*** Records for the exercise

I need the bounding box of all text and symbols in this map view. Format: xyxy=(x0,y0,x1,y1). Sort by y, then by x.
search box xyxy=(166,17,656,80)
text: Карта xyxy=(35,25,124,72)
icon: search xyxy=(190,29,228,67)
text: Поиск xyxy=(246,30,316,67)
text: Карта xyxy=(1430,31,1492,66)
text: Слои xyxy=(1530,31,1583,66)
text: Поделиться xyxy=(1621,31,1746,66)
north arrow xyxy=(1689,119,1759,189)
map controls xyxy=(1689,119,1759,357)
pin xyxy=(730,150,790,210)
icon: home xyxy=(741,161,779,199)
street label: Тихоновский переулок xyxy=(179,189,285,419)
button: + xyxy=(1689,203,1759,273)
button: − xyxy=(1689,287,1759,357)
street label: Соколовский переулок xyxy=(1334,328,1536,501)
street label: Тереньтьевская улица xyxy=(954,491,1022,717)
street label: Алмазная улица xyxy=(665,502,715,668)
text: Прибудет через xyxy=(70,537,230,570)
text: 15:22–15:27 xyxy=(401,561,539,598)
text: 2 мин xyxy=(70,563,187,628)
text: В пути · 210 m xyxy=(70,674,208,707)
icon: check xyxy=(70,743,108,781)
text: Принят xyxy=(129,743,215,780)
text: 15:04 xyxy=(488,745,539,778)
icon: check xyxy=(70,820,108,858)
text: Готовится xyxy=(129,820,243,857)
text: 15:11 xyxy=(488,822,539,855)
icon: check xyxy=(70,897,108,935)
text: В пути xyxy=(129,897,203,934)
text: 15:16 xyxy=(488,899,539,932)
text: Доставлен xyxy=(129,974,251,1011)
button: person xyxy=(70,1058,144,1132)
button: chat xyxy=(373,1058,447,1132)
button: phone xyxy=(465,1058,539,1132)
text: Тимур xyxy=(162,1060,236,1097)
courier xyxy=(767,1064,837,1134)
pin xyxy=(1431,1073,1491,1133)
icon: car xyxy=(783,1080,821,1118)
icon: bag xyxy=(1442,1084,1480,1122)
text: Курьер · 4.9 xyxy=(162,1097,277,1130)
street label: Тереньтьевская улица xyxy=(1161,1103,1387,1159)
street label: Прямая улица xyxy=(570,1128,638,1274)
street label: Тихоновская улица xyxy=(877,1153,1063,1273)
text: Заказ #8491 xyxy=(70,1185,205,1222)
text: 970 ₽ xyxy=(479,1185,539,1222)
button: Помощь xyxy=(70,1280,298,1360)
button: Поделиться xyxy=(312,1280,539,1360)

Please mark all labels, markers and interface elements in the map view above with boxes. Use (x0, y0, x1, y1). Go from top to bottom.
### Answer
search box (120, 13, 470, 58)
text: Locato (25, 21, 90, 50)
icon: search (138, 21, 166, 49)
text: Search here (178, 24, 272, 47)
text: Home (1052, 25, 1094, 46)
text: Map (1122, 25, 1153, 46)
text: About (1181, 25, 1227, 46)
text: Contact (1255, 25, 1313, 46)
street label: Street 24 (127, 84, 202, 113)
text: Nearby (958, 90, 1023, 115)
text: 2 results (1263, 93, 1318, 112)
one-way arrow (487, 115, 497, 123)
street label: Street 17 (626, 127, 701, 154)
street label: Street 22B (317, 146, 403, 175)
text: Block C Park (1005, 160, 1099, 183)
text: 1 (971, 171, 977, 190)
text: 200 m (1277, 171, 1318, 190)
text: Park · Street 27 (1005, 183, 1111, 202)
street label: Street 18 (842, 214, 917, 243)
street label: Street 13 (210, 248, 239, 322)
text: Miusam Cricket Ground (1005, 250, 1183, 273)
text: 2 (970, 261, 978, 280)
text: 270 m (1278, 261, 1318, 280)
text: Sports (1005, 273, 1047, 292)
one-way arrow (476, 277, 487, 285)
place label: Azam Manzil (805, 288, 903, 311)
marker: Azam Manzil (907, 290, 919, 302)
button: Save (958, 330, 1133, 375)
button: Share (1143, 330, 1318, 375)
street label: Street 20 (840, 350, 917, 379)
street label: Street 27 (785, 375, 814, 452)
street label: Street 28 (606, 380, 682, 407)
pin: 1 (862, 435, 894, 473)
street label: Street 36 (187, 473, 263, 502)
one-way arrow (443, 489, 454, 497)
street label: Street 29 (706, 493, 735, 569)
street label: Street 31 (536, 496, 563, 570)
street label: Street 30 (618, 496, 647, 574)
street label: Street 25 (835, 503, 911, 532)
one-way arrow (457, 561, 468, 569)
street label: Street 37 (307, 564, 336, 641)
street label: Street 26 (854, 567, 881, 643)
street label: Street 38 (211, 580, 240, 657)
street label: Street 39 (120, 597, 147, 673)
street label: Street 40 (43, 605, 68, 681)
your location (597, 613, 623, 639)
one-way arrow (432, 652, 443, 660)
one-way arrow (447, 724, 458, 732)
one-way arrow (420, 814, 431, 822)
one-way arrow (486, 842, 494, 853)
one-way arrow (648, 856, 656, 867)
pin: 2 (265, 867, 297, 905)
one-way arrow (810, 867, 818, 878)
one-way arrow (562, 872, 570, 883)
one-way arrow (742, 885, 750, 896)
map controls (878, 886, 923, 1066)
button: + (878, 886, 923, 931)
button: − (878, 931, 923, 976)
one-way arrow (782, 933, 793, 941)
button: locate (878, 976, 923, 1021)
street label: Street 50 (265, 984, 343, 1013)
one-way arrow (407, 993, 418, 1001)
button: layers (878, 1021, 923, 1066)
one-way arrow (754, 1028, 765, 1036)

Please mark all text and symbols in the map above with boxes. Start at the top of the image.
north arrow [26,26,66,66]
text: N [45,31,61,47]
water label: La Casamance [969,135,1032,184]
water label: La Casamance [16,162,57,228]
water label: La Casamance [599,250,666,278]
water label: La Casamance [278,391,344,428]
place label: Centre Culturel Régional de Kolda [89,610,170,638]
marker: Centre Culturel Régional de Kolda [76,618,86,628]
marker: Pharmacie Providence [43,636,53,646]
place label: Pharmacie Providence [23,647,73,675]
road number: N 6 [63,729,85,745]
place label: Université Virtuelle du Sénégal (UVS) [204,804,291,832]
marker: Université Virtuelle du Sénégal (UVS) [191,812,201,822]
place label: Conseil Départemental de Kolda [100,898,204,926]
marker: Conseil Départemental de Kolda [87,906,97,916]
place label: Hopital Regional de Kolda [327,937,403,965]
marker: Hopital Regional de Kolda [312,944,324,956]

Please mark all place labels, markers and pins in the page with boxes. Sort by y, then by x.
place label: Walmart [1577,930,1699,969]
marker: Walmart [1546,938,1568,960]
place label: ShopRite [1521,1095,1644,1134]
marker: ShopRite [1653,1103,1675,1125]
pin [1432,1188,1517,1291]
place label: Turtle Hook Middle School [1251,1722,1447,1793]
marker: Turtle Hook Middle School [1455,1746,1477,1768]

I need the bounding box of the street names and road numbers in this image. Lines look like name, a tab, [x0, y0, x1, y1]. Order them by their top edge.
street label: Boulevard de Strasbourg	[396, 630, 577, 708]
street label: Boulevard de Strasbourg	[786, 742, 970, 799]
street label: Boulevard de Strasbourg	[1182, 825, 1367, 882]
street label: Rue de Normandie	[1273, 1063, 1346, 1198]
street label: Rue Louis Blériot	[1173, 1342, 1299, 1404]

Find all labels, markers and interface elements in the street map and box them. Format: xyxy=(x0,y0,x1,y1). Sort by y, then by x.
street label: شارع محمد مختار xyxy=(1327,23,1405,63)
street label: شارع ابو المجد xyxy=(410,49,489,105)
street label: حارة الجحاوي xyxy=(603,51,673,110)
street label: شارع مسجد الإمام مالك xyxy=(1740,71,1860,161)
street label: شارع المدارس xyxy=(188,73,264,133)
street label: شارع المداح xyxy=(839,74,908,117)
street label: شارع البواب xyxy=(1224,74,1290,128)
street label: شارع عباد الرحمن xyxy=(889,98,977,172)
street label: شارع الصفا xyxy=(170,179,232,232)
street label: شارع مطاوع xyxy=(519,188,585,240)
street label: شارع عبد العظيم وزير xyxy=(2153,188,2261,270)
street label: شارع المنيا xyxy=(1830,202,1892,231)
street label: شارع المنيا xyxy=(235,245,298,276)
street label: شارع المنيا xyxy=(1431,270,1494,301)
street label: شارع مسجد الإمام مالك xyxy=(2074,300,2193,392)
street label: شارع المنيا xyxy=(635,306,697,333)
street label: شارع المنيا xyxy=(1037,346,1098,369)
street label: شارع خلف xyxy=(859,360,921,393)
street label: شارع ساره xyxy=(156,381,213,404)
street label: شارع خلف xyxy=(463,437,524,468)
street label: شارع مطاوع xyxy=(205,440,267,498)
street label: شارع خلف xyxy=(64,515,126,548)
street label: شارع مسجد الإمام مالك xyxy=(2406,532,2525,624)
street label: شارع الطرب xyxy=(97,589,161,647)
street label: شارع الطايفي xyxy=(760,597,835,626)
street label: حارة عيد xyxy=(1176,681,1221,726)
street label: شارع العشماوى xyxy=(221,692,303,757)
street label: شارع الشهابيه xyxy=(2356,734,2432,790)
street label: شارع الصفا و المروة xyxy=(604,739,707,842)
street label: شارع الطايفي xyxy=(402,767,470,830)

******

- [Exercise]:
Where a line in the records above contains the word "north", copy that line.

- [Task answer]:
north arrow xyxy=(1689,119,1759,189)
north arrow [26,26,66,66]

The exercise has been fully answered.